The Big 4 broadcast networks’ probable loss of substantial upfront ad dollars raises pressing questions: Where will as much as an estimated $1.5 billion in spending go instead? How will their corporate parents offset such losses? How quickly can they master multi-platform monetization of increased TV viewing on smart phones and other smaller screens?
The broadcast networks’ most formidable challenge is no longer prime-time supremacy–it is adequately pricing and recouping the ad dollars and licensing fees in the digital media spectrum. The broadcast networks’ parent companies may be unable to generate enough digital and cable network revenues to collectively offset upfront and scatter market ad losses. In that case, deep cost cuts are inevitable, as are other fund-raising efforts–such as selling equity stakes in prime-time programming blocks to outsiders, as the CBS-Time Warner CW Network has done with independent studio Media Rights Capital.
Worst-case estimates call for CBS and ABC each to decline as much as 15% in upfront ad sales (to about $2 billion in revenues each), and for NBC and Fox each to be down about 13% in upfront ad sales (to about $1.6 billion each). The ad dollars could shift to cable, online and connected mobile devices, or be withheld by reticent advertisers. Even with CPMs up as much as 4%, this might not make up the fiscal difference.

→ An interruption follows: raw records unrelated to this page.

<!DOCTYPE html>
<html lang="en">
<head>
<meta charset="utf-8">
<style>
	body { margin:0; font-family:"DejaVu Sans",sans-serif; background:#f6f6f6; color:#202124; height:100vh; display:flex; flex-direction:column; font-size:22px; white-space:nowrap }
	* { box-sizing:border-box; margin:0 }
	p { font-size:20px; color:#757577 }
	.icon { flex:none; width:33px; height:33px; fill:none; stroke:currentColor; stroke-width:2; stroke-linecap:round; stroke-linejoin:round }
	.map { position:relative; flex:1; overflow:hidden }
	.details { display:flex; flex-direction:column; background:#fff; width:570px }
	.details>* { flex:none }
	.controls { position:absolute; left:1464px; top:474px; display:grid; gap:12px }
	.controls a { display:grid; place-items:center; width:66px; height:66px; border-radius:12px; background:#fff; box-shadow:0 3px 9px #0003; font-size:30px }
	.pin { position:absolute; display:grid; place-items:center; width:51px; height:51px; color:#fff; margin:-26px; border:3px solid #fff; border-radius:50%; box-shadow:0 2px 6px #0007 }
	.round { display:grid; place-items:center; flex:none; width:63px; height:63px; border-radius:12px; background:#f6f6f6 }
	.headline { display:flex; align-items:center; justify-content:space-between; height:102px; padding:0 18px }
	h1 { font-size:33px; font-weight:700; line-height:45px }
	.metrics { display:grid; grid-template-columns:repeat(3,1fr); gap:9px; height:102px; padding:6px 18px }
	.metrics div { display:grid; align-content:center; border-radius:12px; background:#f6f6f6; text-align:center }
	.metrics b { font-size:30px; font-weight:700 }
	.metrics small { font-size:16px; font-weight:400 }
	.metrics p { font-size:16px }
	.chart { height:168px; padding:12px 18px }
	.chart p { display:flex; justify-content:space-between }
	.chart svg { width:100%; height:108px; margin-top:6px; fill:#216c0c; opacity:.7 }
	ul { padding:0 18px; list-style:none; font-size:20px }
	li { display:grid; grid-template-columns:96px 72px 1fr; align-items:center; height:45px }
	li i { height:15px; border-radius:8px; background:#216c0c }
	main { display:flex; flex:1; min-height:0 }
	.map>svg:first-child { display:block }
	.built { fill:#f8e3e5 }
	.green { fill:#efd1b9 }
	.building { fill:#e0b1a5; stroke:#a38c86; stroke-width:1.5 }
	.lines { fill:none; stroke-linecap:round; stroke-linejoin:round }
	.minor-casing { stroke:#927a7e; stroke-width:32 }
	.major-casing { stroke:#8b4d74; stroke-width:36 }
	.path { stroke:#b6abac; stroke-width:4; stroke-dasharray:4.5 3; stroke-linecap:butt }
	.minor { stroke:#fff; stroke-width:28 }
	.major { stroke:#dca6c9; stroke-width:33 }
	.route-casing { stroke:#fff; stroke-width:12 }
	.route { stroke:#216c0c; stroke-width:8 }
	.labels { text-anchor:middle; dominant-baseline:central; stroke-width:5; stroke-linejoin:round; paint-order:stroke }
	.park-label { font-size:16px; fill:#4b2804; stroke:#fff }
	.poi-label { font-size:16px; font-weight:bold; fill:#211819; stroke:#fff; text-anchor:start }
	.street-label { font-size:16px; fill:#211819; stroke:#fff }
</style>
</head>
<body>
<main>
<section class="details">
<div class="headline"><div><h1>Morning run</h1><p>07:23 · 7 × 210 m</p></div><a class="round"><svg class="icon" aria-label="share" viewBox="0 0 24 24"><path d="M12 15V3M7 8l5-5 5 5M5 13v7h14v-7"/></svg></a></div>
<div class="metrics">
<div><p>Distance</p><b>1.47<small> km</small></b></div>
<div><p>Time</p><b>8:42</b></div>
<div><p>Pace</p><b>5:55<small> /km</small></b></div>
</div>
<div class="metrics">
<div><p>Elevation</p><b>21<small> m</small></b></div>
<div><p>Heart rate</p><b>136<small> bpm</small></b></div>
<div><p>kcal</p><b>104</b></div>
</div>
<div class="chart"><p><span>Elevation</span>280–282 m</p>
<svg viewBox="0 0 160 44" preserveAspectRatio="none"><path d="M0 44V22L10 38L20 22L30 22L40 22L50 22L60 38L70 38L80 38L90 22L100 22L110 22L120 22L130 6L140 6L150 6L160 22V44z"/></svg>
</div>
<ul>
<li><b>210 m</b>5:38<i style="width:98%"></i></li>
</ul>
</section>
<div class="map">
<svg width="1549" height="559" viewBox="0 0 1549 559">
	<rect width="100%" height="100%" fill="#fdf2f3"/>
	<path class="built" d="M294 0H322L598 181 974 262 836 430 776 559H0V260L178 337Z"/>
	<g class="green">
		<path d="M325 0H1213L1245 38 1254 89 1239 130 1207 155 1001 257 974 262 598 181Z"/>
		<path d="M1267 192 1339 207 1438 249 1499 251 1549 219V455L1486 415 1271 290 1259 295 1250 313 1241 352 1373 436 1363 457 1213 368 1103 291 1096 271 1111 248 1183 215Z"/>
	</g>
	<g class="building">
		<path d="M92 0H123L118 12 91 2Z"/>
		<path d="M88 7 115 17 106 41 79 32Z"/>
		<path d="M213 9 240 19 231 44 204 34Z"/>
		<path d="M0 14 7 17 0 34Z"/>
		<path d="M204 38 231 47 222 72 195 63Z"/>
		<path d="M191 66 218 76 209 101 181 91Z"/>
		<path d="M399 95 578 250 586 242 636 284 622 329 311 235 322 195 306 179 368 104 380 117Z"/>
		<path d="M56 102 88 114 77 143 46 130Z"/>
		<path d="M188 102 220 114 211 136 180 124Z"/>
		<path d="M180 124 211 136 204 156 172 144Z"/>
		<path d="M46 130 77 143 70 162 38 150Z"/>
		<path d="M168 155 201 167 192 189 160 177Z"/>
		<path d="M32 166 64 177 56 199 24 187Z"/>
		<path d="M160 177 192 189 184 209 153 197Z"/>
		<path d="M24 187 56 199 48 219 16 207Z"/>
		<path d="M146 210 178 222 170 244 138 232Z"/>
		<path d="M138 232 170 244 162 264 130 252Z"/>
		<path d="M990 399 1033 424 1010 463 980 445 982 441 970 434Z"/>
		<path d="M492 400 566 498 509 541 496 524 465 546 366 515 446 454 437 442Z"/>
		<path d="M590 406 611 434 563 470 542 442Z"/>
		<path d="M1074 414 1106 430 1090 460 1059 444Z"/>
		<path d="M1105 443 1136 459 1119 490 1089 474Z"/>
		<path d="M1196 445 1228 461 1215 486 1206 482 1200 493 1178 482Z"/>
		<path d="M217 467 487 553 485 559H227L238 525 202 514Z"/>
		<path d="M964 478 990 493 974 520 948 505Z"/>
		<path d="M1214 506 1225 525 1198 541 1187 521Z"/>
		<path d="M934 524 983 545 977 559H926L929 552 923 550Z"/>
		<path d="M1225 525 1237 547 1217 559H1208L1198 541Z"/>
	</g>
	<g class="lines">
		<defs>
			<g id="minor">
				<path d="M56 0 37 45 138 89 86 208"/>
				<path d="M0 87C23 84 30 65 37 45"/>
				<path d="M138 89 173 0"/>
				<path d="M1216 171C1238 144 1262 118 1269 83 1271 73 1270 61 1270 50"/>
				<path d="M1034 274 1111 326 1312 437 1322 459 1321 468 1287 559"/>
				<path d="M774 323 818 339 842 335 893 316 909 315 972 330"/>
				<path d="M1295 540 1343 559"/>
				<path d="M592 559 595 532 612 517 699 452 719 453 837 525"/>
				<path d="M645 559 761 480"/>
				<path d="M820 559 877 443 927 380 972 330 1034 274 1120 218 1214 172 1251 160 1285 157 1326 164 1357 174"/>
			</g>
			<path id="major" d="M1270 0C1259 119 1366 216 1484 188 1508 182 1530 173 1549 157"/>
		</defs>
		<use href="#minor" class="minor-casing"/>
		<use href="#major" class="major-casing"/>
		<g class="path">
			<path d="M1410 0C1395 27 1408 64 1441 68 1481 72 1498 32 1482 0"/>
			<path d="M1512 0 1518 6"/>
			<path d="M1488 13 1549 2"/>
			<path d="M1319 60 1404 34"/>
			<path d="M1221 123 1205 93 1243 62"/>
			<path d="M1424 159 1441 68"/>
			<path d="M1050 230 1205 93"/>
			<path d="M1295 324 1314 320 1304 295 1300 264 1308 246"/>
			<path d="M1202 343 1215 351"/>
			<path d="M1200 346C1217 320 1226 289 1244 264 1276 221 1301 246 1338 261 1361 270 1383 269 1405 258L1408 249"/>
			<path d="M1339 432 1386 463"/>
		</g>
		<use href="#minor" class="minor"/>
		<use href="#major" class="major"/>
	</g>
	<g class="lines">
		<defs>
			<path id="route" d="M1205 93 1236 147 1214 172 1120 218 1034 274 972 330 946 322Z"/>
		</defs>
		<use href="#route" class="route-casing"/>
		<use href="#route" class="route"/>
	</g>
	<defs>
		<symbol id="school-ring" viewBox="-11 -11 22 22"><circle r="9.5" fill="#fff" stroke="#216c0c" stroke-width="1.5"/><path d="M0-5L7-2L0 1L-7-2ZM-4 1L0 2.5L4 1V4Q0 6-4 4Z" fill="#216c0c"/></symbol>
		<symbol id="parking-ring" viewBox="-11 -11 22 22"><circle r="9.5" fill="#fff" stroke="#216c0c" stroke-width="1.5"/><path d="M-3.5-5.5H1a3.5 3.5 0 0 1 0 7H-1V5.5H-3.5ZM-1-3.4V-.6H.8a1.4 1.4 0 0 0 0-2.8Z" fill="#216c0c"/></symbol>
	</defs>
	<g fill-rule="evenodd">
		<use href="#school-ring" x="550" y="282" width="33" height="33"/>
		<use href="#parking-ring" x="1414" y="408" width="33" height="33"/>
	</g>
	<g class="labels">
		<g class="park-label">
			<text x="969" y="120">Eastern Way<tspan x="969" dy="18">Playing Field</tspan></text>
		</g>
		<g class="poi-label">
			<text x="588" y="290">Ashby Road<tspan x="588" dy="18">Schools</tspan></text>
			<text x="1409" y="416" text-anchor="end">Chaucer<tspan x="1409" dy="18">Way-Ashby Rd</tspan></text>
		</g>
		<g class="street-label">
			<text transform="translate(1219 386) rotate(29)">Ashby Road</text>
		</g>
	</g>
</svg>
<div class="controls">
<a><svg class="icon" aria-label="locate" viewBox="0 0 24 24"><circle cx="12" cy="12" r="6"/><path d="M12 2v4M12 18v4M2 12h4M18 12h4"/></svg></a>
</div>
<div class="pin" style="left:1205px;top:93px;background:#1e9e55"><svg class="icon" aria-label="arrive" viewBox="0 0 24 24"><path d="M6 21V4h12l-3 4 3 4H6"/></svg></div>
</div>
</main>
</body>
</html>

Anticipated ad spending declines and shifts will reflect the long-suffering loss of broadcast network TV viewers, the crippled economy and the allocation of growing portions of ad dollars to other platforms. There also is the threat of a Screen Actors Guild strike in July and uncertainty about the amount of makegoods the broadcast networks owe to advertisers from missed ratings guarantees in the season just ending. In late March, the networks were down as much as 7% collectively–ABC was down 18% and CBS off 12%, according to Morgan Stanley. They track the continued decline in prime-time ratings: 15% for ABC, 11% for Fox, 8% for CBS and flat for NBC.